GIVEN RECORDS:
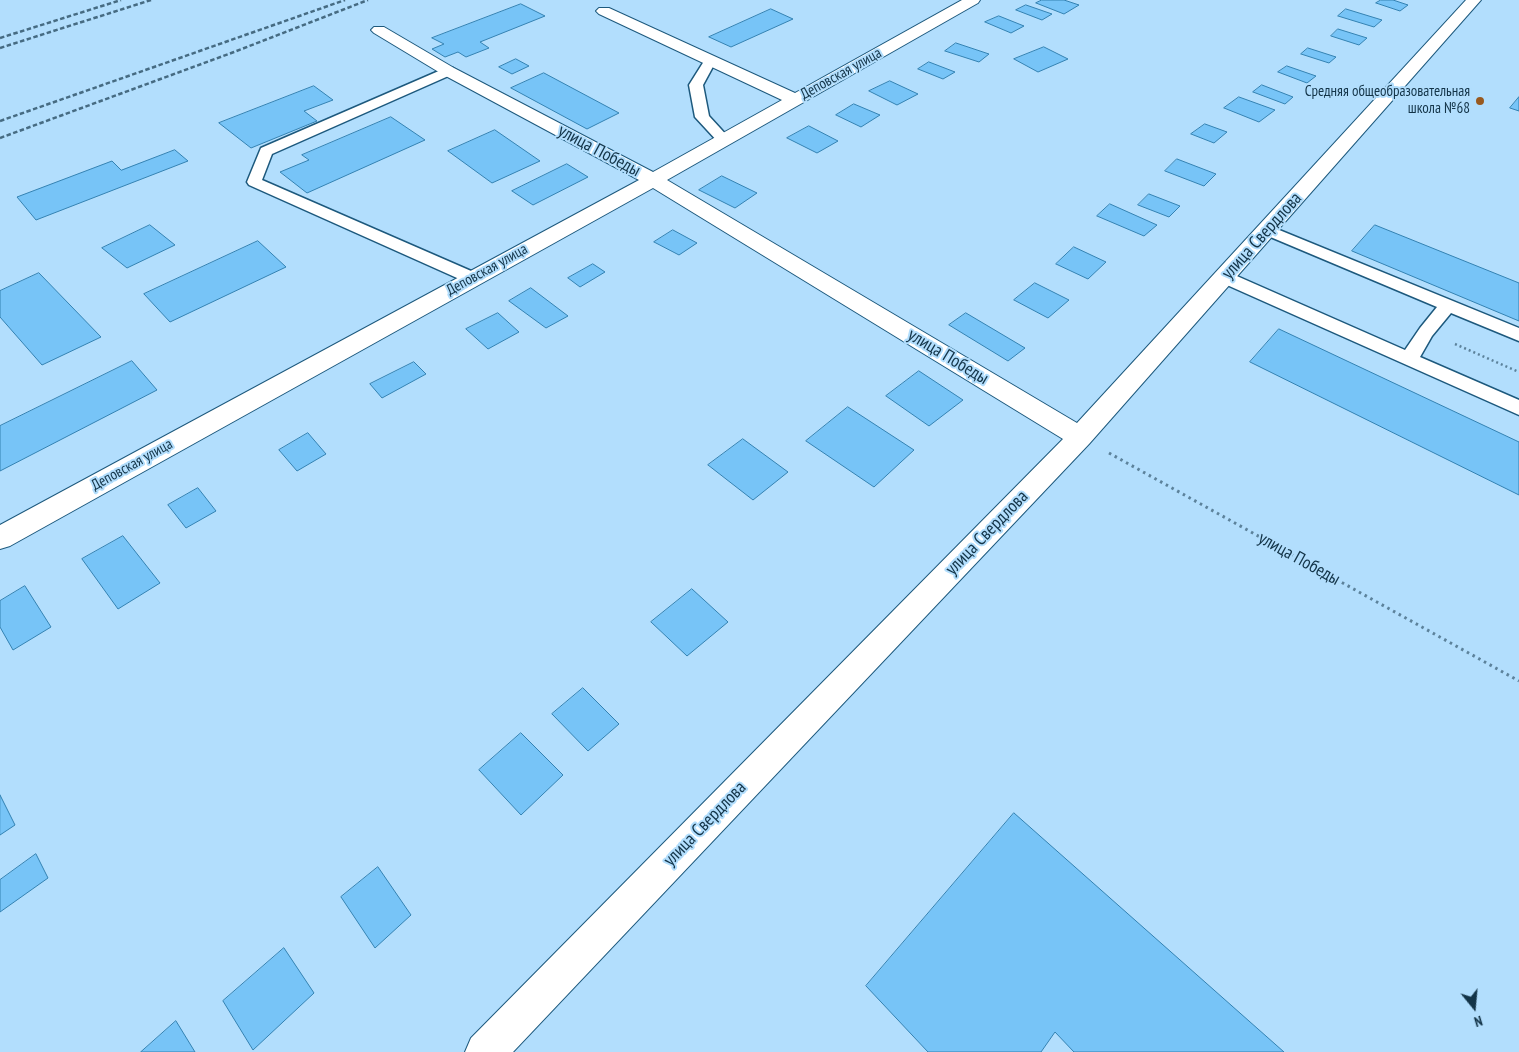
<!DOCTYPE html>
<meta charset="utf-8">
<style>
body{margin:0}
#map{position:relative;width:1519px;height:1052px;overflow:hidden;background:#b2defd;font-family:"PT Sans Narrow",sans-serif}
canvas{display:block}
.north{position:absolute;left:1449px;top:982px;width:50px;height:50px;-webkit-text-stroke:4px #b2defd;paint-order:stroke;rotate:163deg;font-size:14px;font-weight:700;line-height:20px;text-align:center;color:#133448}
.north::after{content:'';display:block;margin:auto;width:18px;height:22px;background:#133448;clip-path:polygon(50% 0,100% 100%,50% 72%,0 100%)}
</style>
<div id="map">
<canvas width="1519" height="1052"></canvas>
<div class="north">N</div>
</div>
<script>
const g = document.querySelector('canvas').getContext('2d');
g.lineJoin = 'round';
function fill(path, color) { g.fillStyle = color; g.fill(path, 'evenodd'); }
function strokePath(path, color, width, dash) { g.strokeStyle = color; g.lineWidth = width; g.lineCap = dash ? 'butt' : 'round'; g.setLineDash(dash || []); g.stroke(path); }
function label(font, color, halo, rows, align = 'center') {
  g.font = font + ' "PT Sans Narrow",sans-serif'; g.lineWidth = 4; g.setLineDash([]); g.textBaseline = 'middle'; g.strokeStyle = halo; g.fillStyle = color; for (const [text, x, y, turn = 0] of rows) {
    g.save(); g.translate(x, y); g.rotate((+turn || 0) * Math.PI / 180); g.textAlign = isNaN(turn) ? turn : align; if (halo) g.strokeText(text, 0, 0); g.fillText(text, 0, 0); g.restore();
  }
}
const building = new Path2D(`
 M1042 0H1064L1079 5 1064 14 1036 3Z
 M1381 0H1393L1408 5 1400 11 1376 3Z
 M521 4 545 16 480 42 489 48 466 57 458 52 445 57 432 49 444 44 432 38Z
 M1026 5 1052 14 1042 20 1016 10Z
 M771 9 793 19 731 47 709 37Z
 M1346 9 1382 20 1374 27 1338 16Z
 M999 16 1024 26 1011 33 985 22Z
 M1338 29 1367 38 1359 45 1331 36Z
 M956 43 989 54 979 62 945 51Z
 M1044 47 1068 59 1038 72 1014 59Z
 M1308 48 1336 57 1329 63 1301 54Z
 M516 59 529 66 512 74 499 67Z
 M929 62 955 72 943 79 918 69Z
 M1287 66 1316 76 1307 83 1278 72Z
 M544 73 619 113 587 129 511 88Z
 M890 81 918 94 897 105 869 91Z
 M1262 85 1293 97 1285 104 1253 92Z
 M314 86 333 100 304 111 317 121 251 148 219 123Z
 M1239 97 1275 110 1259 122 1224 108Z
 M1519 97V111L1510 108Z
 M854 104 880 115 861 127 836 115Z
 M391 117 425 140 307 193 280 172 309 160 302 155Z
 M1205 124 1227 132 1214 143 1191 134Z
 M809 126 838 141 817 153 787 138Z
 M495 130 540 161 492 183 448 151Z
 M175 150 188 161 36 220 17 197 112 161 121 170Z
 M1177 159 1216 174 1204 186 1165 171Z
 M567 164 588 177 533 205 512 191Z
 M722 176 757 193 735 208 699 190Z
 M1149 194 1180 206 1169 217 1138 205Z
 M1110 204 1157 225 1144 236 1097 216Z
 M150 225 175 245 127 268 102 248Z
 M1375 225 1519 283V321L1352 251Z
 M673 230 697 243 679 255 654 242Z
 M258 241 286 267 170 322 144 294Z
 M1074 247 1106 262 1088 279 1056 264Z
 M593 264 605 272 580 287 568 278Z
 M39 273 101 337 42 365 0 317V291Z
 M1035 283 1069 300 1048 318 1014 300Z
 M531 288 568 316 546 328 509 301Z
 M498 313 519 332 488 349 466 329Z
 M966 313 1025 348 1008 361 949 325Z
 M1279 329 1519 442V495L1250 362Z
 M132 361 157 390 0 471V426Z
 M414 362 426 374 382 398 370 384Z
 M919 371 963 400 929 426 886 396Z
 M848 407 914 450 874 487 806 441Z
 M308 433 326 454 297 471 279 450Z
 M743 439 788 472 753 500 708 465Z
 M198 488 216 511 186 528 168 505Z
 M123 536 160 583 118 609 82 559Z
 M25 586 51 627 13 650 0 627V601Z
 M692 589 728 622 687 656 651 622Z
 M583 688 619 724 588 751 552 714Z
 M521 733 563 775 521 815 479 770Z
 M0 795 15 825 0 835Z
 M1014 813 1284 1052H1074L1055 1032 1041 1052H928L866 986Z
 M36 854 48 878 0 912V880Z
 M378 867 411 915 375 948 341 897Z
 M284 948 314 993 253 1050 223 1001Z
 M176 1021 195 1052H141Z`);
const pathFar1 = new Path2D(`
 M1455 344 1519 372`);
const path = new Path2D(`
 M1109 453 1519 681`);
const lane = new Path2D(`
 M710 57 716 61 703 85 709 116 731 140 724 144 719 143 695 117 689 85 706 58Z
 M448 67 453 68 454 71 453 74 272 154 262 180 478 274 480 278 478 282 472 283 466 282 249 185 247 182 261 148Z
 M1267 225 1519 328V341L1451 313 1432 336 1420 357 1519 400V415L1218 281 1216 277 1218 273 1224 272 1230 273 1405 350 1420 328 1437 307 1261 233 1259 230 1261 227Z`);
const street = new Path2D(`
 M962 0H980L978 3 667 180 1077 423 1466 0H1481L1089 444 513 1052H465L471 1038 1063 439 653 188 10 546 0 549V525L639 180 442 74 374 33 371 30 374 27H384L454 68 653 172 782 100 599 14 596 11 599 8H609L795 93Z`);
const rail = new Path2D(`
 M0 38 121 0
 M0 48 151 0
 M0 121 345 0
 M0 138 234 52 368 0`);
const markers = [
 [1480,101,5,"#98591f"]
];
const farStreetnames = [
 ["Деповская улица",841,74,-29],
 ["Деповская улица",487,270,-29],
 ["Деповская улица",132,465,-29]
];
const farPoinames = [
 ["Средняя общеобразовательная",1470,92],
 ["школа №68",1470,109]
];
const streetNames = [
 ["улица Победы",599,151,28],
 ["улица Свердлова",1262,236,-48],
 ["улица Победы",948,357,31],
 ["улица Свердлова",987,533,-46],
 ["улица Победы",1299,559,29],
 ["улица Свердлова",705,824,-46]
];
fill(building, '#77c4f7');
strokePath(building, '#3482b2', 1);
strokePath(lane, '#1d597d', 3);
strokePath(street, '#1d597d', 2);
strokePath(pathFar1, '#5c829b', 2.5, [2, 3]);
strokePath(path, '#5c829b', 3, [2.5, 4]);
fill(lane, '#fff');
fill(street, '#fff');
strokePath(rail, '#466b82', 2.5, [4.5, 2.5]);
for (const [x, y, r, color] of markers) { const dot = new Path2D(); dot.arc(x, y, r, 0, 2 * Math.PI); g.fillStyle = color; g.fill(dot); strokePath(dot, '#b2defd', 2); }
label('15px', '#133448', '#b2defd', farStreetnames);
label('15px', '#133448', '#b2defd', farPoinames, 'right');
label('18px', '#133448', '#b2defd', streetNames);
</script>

TASK DESCRIPTION: Print once more, exactly, the lines that start at the top of the records above and end at the line with "M1262 85 1293 97 1285 104 1253 92Z", skipping all pictures.

EXERCISE SOLUTION:
<!DOCTYPE html>
<meta charset="utf-8">
<style>
body{margin:0}
#map{position:relative;width:1519px;height:1052px;overflow:hidden;background:#b2defd;font-family:"PT Sans Narrow",sans-serif}
canvas{display:block}
.north{position:absolute;left:1449px;top:982px;width:50px;height:50px;-webkit-text-stroke:4px #b2defd;paint-order:stroke;rotate:163deg;font-size:14px;font-weight:700;line-height:20px;text-align:center;color:#133448}
.north::after{content:'';display:block;margin:auto;width:18px;height:22px;background:#133448;clip-path:polygon(50% 0,100% 100%,50% 72%,0 100%)}
</style>
<div id="map">
<canvas width="1519" height="1052"></canvas>
<div class="north">N</div>
</div>
<script>
const g = document.querySelector('canvas').getContext('2d');
g.lineJoin = 'round';
function fill(path, color) { g.fillStyle = color; g.fill(path, 'evenodd'); }
function strokePath(path, color, width, dash) { g.strokeStyle = color; g.lineWidth = width; g.lineCap = dash ? 'butt' : 'round'; g.setLineDash(dash || []); g.stroke(path); }
function label(font, color, halo, rows, align = 'center') {
  g.font = font + ' "PT Sans Narrow",sans-serif'; g.lineWidth = 4; g.setLineDash([]); g.textBaseline = 'middle'; g.strokeStyle = halo; g.fillStyle = color; for (const [text, x, y, turn = 0] of rows) {
    g.save(); g.translate(x, y); g.rotate((+turn || 0) * Math.PI / 180); g.textAlign = isNaN(turn) ? turn : align; if (halo) g.strokeText(text, 0, 0); g.fillText(text, 0, 0); g.restore();
  }
}
const building = new Path2D(`
 M1042 0H1064L1079 5 1064 14 1036 3Z
 M1381 0H1393L1408 5 1400 11 1376 3Z
 M521 4 545 16 480 42 489 48 466 57 458 52 445 57 432 49 444 44 432 38Z
 M1026 5 1052 14 1042 20 1016 10Z
 M771 9 793 19 731 47 709 37Z
 M1346 9 1382 20 1374 27 1338 16Z
 M999 16 1024 26 1011 33 985 22Z
 M1338 29 1367 38 1359 45 1331 36Z
 M956 43 989 54 979 62 945 51Z
 M1044 47 1068 59 1038 72 1014 59Z
 M1308 48 1336 57 1329 63 1301 54Z
 M516 59 529 66 512 74 499 67Z
 M929 62 955 72 943 79 918 69Z
 M1287 66 1316 76 1307 83 1278 72Z
 M544 73 619 113 587 129 511 88Z
 M890 81 918 94 897 105 869 91Z
 M1262 85 1293 97 1285 104 1253 92Z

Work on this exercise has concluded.